Dheena Chandra Dhas (born in Madras, India, on 1 August 1956) is an actor, singer, voice over artist and sound engineer. He is the younger brother of the well-known 70s musician Madhukar C. Dhas. He lives in Kodaikanal, Tamil Nadu, India.

==Music==

Dhas has been a part of a number of notable Indian bands from the 70s to the 90s.
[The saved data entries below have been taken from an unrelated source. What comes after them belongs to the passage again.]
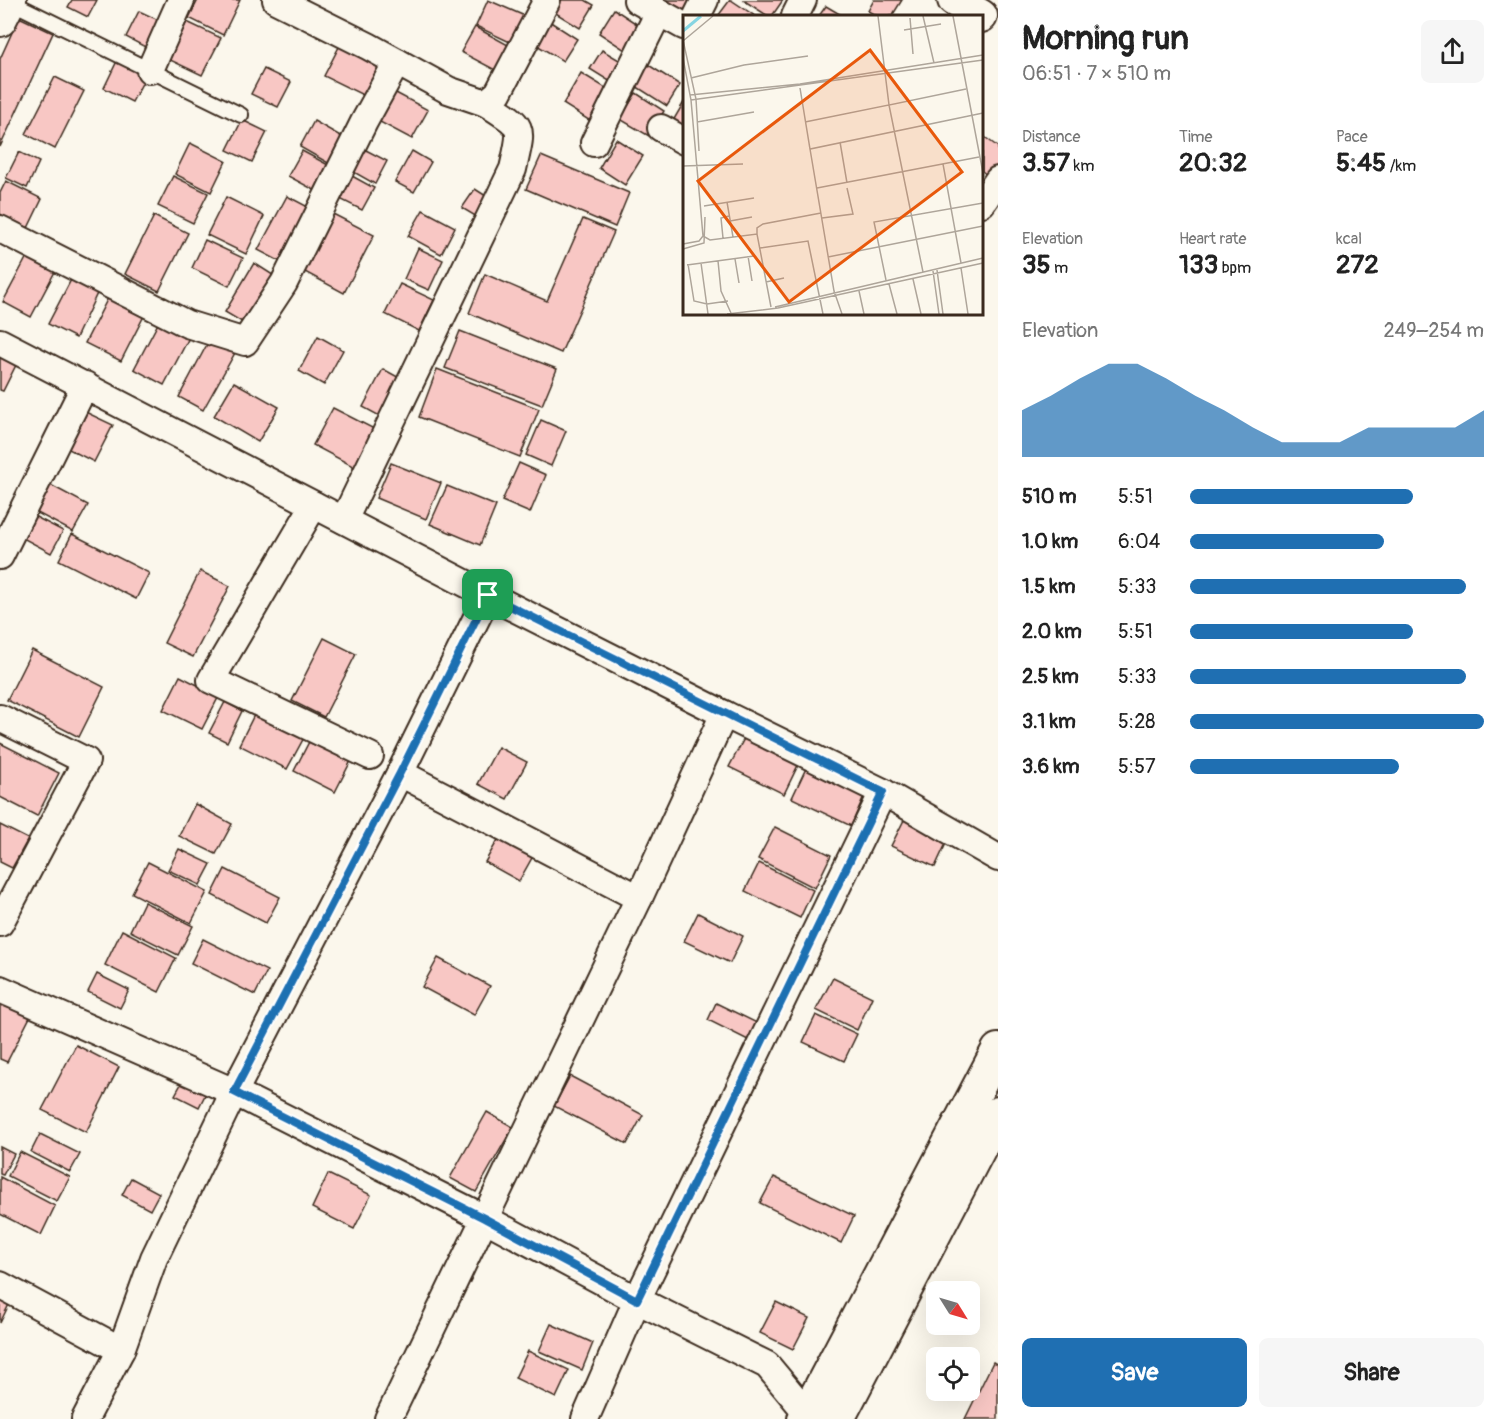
<!DOCTYPE html>
<html lang="en">
<head>
<meta charset="utf-8">
<style>
	:root { --surface:#fff; --page:#f6f6f6; --text:#222; --muted:#767676; --accent:#1f6fb2 }
	body { margin:0; font-family:Pangolin,sans-serif; background:var(--page); color:var(--text); height:100vh; display:flex; flex-direction:column; font-size:22px; white-space:nowrap }
	* { box-sizing:border-box; margin:0 }
	p { font-size:20px; color:var(--muted) }
	.icon { flex:none; width:33px; height:33px; fill:none; stroke:currentColor; stroke-width:2; stroke-linecap:round; stroke-linejoin:round }
	.map { position:relative; flex:1; overflow:hidden }
	.drawer { display:flex; flex-direction:column; background:var(--surface); width:510px }
	.drawer>* { flex:none }
	.needle { width:39px; rotate:127deg }
	.controls { position:absolute; left:926px; top:1281px; display:grid; gap:12px }
	.controls a { display:grid; place-items:center; width:54px; height:54px; border-radius:9px; background:var(--surface); box-shadow:0 6px 24px #0002; font-size:30px }
	.pin { position:absolute; display:grid; place-items:center; width:51px; height:51px; color:#fff; margin:-26px; border-radius:12px; box-shadow:0 3px 9px #0006 }
	.round { display:grid; place-items:center; flex:none; width:63px; height:63px; border-radius:9px; background:var(--page) }
	.summary { display:flex; align-items:center; justify-content:space-between; height:102px; padding:0 24px }
	h1 { font-size:33px; font-weight:800; line-height:45px }
	.figures { display:grid; grid-template-columns:repeat(3,1fr); gap:9px; height:102px; padding:6px 24px }
	.figures div { display:grid; align-content:center }
	.figures b { font-size:26px; font-weight:800 }
	.figures small { font-size:16px; font-weight:400 }
	.figures p { font-size:16px }
	.chart { height:168px; padding:12px 24px }
	.chart p { display:flex; justify-content:space-between }
	.chart svg { width:100%; height:108px; margin-top:6px; fill:var(--accent); opacity:.7 }
	.primary-button { display:flex; gap:12px; margin-top:auto; padding:12px 24px }
	.primary-button a { flex:1; height:69px; border-radius:9px; background:var(--accent); color:#fff; font-size:24px; font-weight:800; line-height:69px; text-align:center }
	.primary-button a+a { background:var(--page); color:var(--text) }
	ul { padding:0 24px; list-style:none; font-size:20px }
	li { display:grid; grid-template-columns:96px 72px 1fr; align-items:center; height:45px }
	li i { height:15px; border-radius:8px; background:var(--accent) }
	main { display:flex; flex:1; min-height:0 }
	.map>svg:first-child { display:block }
</style>
</head>
<body>
<main>
<div class="map">
<svg width="998" height="1419" viewBox="0 0 998 1419">
	<rect width="100%" height="100%" fill="#fbf7ec"/>
	<filter id="ink" filterUnits="userSpaceOnUse"><feTurbulence type="fractalNoise" baseFrequency=".0167" numOctaves="2"/><feDisplacementMap in="SourceGraphic" scale="12" xChannelSelector="R" yChannelSelector="G"/><feConvolveMatrix kernelMatrix="1 2 1 2 8 2 1 2 1" color-interpolation-filters="sRGB"/></filter>
	<g filter="url(#ink)">
		<g fill="#f8c7c4" stroke="#3b2a1e" stroke-width="1.5">
			<path d="M72 0H97L88 17 68 7Z"/>
			<path d="M198 0H240L223 35 189 18Z"/>
			<path d="M488 0 527 17 514 44 476 26Z"/>
			<path d="M561 0H585L594 5 580 28 554 12Z"/>
			<path d="M663 0H692L683 13Z"/>
			<path d="M730 0H731L755 16H718Z"/>
			<path d="M743 0H783L772 16H768Z"/>
			<path d="M874 0H902L892 16H877L868 11Z"/>
			<path d="M826 6 843 16H819Z"/>
			<path d="M614 9 646 30 631 54 599 33Z"/>
			<path d="M139 11 165 23 151 50 126 37Z"/>
			<path d="M19 17 53 33 0 147V59Z"/>
			<path d="M549 21 577 39 563 61 535 44Z"/>
			<path d="M187 22 221 38 202 75 168 59Z"/>
			<path d="M475 27 510 46 497 71 461 52Z"/>
			<path d="M340 45 386 68 371 99 324 76Z"/>
			<path d="M602 50 626 64 614 84 590 69Z"/>
			<path d="M117 61 146 76 132 102 104 88Z"/>
			<path d="M647 64 680 85 667 106 634 85Z"/>
			<path d="M264 69 291 82 278 107 251 94Z"/>
			<path d="M581 73 614 93 595 124 563 104Z"/>
			<path d="M55 77 84 91 55 149 26 134Z"/>
			<path d="M394 92 428 110 412 139 378 121Z"/>
			<path d="M636 93 664 111 649 136 620 119Z"/>
			<path d="M684 102V135L670 126Z"/>
			<path d="M242 120 267 132 252 162 227 150Z"/>
			<path d="M314 121 344 138 330 164 300 147Z"/>
			<path d="M982 135 998 147V167L990 178 982 171Z"/>
			<path d="M616 139 643 156 625 185 599 168Z"/>
			<path d="M190 143 226 161 211 192 175 174Z"/>
			<path d="M364 149 387 161 375 184 352 171Z"/>
			<path d="M302 151 332 167 318 192 288 176Z"/>
			<path d="M412 151 431 162 414 192 395 182Z"/>
			<path d="M19 152 39 162 27 188 6 178Z"/>
			<path d="M541 156 629 193 615 227 526 189Z"/>
			<path d="M173 176 208 193 193 223 158 206Z"/>
			<path d="M352 176 374 188 362 210 340 199Z"/>
			<path d="M6 181 42 199 28 228 0 214V193Z"/>
			<path d="M475 189 494 201 482 220 462 208Z"/>
			<path d="M287 196 310 208 281 262 258 250Z"/>
			<path d="M226 197 264 216 246 254 207 235Z"/>
			<path d="M423 210 455 227 441 254 408 236Z"/>
			<path d="M333 214 374 235 344 293 303 271Z"/>
			<path d="M154 216 188 233 159 291 125 274Z"/>
			<path d="M583 219 614 232 561 353 469 313 485 274 547 301Z"/>
			<path d="M205 240 243 258 229 286 192 268Z"/>
			<path d="M418 248 443 260 429 290 404 279Z"/>
			<path d="M31 249 59 264 31 317 3 302Z"/>
			<path d="M254 263 276 277 247 325 225 312Z"/>
			<path d="M74 274 100 287 76 338 48 324Z"/>
			<path d="M400 284 434 300 419 331 385 314Z"/>
			<path d="M113 288 149 306 121 361 85 343Z"/>
			<path d="M163 314 193 330 164 385 134 369Z"/>
			<path d="M460 331 557 369 542 405 445 368Z"/>
			<path d="M318 336 343 350 324 385 299 371Z"/>
			<path d="M211 337 236 351 203 410 179 397Z"/>
			<path d="M0 354 17 363 3 391 0 390Z"/>
			<path d="M383 369 407 382 387 420 363 407Z"/>
			<path d="M437 369 539 409 520 457 419 417Z"/>
			<path d="M234 382 279 407 258 442 214 416Z"/>
			<path d="M77 408 113 425 94 462 59 444Z"/>
			<path d="M333 408 382 433 362 471 313 445Z"/>
			<path d="M541 420 566 431 551 466 526 455Z"/>
			<path d="M391 463 441 483 426 519 376 498Z"/>
			<path d="M519 463 546 475 530 513 502 501Z"/>
			<path d="M43 481 88 505 73 532 28 508Z"/>
			<path d="M447 486 496 506 480 545 430 524Z"/>
			<path d="M30 514 63 531 51 553 19 536Z"/>
			<path d="M72 534 149 573 136 599 59 560Z"/>
			<path d="M200 571 230 586 193 657 164 643Z"/>
			<path d="M324 638 356 654 324 717 292 701Z"/>
			<path d="M32 650 104 687 79 737 7 700Z"/>
			<path d="M180 676 219 696 202 729 163 710Z"/>
			<path d="M225 702 242 711 227 742 209 733Z"/>
			<path d="M258 707 307 732 287 769 239 745Z"/>
			<path d="M747 733 801 759 784 794 729 767Z"/>
			<path d="M313 734 354 755 335 792 294 771Z"/>
			<path d="M0 743 59 773 37 816 0 797Z"/>
			<path d="M498 747 527 762 507 799 478 784Z"/>
			<path d="M809 762 867 789 851 826 792 798Z"/>
			<path d="M195 804 232 824 216 854 179 836Z"/>
			<path d="M906 816 949 837 935 867 891 846Z"/>
			<path d="M0 825 28 839 12 868 0 862Z"/>
			<path d="M775 827 831 855 815 888 758 859Z"/>
			<path d="M499 838 533 856 519 881 485 862Z"/>
			<path d="M179 849 211 864 200 885 168 870Z"/>
			<path d="M148 862 207 892 191 923 132 893Z"/>
			<path d="M759 863 813 890 800 918 745 891Z"/>
			<path d="M225 869 280 897 266 923 212 895Z"/>
			<path d="M144 902 193 926 178 955 130 931Z"/>
			<path d="M698 913 743 936 730 963 684 941Z"/>
			<path d="M122 930 176 958 159 992 105 965Z"/>
			<path d="M203 939 267 971 255 995 191 963Z"/>
			<path d="M438 958 490 986 474 1015 422 987Z"/>
			<path d="M97 974 129 990 120 1008 88 992Z"/>
			<path d="M833 978 872 997 857 1030 816 1010Z"/>
			<path d="M0 1002 30 1017 7 1062 0 1059Z"/>
			<path d="M716 1003 759 1024 750 1041 708 1020Z"/>
			<path d="M816 1015 857 1034 844 1061 803 1042Z"/>
			<path d="M76 1045 119 1067 86 1132 42 1110Z"/>
			<path d="M186 1075 209 1087 199 1107 175 1095Z"/>
			<path d="M570 1076 643 1115 627 1144 554 1106Z"/>
			<path d="M487 1112 513 1127 476 1192 450 1178Z"/>
			<path d="M40 1134 80 1154 70 1172 31 1152Z"/>
			<path d="M0 1147 14 1154 3 1175 0 1174Z"/>
			<path d="M20 1152 70 1177 57 1201 8 1176Z"/>
			<path d="M328 1174 371 1195 354 1229 312 1208Z"/>
			<path d="M0 1177 55 1206 41 1235 0 1214Z"/>
			<path d="M774 1177 854 1216 841 1243 760 1203Z"/>
			<path d="M131 1178 159 1193 150 1210 122 1195Z"/>
			<path d="M0 1287 14 1294 0 1323Z"/>
			<path d="M776 1302 809 1318 793 1349 760 1333Z"/>
			<path d="M551 1324 593 1343 582 1370 539 1351Z"/>
			<path d="M528 1351 569 1370 556 1398 515 1378Z"/>
			<path d="M993 1362 998 1365V1419H965Z"/>
		</g>
		<g fill="none" stroke-linecap="round" stroke-linejoin="round">
			<g stroke="#3b2a1e" stroke-width="18">
				<path id="service" d="M9 1 241 115"/>
			</g>
			<g stroke="#3b2a1e" stroke-width="30">
				<g id="minor">
					<path d="M276 0 368 46 448 90 486 103 498 93 547 0"/>
					<path d="M637 0 684 26"/>
					<path d="M697 16 705 0"/>
					<path d="M795 16 803 0"/>
					<path d="M150 70 181 0"/>
					<path d="M661 128 684 141"/>
					<path d="M594 143 659 12"/>
					<path d="M982 203 998 180"/>
					<path d="M0 229 187 324 245 342 284 283 364 122 397 62"/>
					<path d="M0 342 488 595 724 714"/>
					<path d="M314 505 211 680 370 756"/>
					<path d="M344 520 513 169C523 124 525 128 486 103"/>
					<path d="M0 556 85 385"/>
					<path d="M0 718 86 761 0 923"/>
					<path d="M400 773 639 898"/>
					<path d="M0 989 234 1092 484 1218 637 1300 585 1419"/>
					<path d="M0 1285 121 1350"/>
					<path d="M85 1419 121 1350 154 1258 234 1092 400 773 488 595"/>
					<path d="M388 1419 639 898 724 714 883 792 998 858"/>
					<path d="M812 1419 767 1365 637 1300 883 792"/>
				</g>
			</g>
			<g stroke="#3b2a1e" stroke-width="36">
				<g id="tertiary">
					<path d="M954 0 981 16"/>
					<path d="M0 20 10 0"/>
					<path d="M804 1419 998 1050"/>
					<path d="M838 1419 998 1113"/>
				</g>
			</g>
			<use href="#service" stroke="#fbf7ec" stroke-width="14"/>
			<use href="#minor" stroke="#fbf7ec" stroke-width="26"/>
			<use href="#tertiary" stroke="#fbf7ec" stroke-width="32"/>
		</g>
	</g>
	<g fill="none" stroke-linecap="round" stroke-linejoin="round" filter="url(#ink)">
		<g stroke="#fff" stroke-width="12">
			<path id="route" d="M488 595 883 792 637 1300 484 1218 234 1092 400 773Z"/>
		</g>
		<use href="#route" stroke="#1f6fb2" stroke-width="8"/>
	</g>
	<g transform="translate(683 15)">
		<rect width="300" height="300" fill="#fbf7ec"/>
		<path fill="none" stroke="#86d5e2" stroke-width="3" d="M0 16 18 1"/>
		<path fill="none" stroke="#aea59a" stroke-width="1.5" d="M240 1 251 48M270 1 300 158M227 3 230 39M221 15 258 9M0 25 13 84 16 136M0 26 30 1M0 43 8 85 20 221 27 225 74 219 88 292M8 63 61 50 125 41M117 73 127 134 300 98M7 80 117 69 300 40M8 85 300 45M14 107 71 97M122 107 206 90 195 1M157 127 164 168M127 134 151 276 159 299M260 149 278 248M0 151 60 149M134 173 296 142M44 187 50 222M21 191 71 183M139 203 170 199 164 173M47 206 69 202M74 219V213L80 209 138 198M40 223 38 203 46 201M0 229 16 226 20 221M77 233 125 226 140 299M0 234 21 228 22 202M65 241 69 266M145 242 300 211M52 244 56 268M35 246 38 276 48 298M18 248 25 299M5 249 11 286 24 289 45 286M4 250 71 241M278 253 285 299M254 255 260 299M250 256 256 299M240 257 206 90 283 74M230 264 238 299M203 265 191 207 300 188M83 267 101 263M206 269 214 299M176 276 181 299M92 292 300 243M44 299 95 293 300 248"/>
		<path fill="#e8590c" fill-opacity="0.15" stroke="#e8590c" stroke-width="3" d="M187 35 279 157 106 287 15 166Z"/>
		<rect width="300" height="300" fill="none" stroke="#3b2a1e" stroke-width="3"/>
	</g>
</svg>
<div class="controls">
<a><svg class="needle" viewBox="-14 -14 28 28"><path d="M0-13l5 13h-10z" fill="#e53935"/><path d="M0 13l5-13h-10z" fill="#767676"/></svg></a>
<a><svg class="icon" aria-label="locate" viewBox="0 0 24 24"><circle cx="12" cy="12" r="6"/><path d="M12 2v4M12 18v4M2 12h4M18 12h4"/></svg></a>
</div>
<div class="pin" style="left:488px;top:595px;background:#1e9e55"><svg class="icon" aria-label="arrive" viewBox="0 0 24 24"><path d="M6 21V4h12l-3 4 3 4H6"/></svg></div>
</div>
<section class="drawer">
<div class="summary"><div><h1>Morning run</h1><p>06:51 · 7 × 510 m</p></div><a class="round"><svg class="icon" aria-label="share" viewBox="0 0 24 24"><path d="M12 15V3M7 8l5-5 5 5M5 13v7h14v-7"/></svg></a></div>
<div class="figures">
<div><p>Distance</p><b>3.57<small> km</small></b></div>
<div><p>Time</p><b>20:32</b></div>
<div><p>Pace</p><b>5:45<small> /km</small></b></div>
</div>
<div class="figures">
<div><p>Elevation</p><b>35<small> m</small></b></div>
<div><p>Heart rate</p><b>133<small> bpm</small></b></div>
<div><p>kcal</p><b>272</b></div>
</div>
<div class="chart"><p><span>Elevation</span>249–254 m</p>
<svg viewBox="0 0 160 44" preserveAspectRatio="none"><path d="M0 44V25L10 19L20 12L30 6L40 6L50 12L60 19L70 25L80 32L90 38L100 38L110 38L120 32L130 32L140 32L150 32L160 25V44z"/></svg>
</div>
<ul>
<li><b>510 m</b>5:51<i style="width:76%"></i></li>
<li><b>1.0 km</b>6:04<i style="width:66%"></i></li>
<li><b>1.5 km</b>5:33<i style="width:94%"></i></li>
<li><b>2.0 km</b>5:51<i style="width:76%"></i></li>
<li><b>2.5 km</b>5:33<i style="width:94%"></i></li>
<li><b>3.1 km</b>5:28<i style="width:100%"></i></li>
<li><b>3.6 km</b>5:57<i style="width:71%"></i></li>
</ul>
<div class="primary-button"><a>Save</a><a>Share</a></div>
</section>
</main>
</body>
</html>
Over the years he has been the lead vocalist in multiple rock bands in India and abroad.
- Magic (Chennai)
- Desire (Chennai)
- Commandoes (Madras)
- Atomic Forest (Bombay)
- Hope (Bombay)
- Rage (Chennai)
- Culture Lynx (Chennai)
- Storm (Chennai)
- The 2nd Chapter (Chennai)
- The Phantom Revival (Bombay) and
- Satin (Dubai)

===Playback Singing===
He has performed playback singing for multiple films over the years, a few among them are Daud, Trinetrudu, Idu Saadhya.
He sang "Zahreela Zahreela Pyar" for the film Daud, composed by A. R. Rahman, alongside Asha Bhonsle.

==Stage Acting==
He has also performed for a number of musicals in Madras and elsewhere in India, singing and acting on stage in productions such as Jesus Christ Superstar as Judas, Cats, Tommy, Joseph and the Amazing Technicolor Dreamcoat, Starlight Express, and Witness.

==Acting==
His film acting career began when he was offered the role of "Raju" in both the Hindi and Tamil versions of Kamal Haasan's Mumbai Xpress. He also plays the Lungiman in Peter Yesley's short film, Lungiman Takes a Ride.

On television, he has acted in some Tamil soap operas, Kolangal being one of them.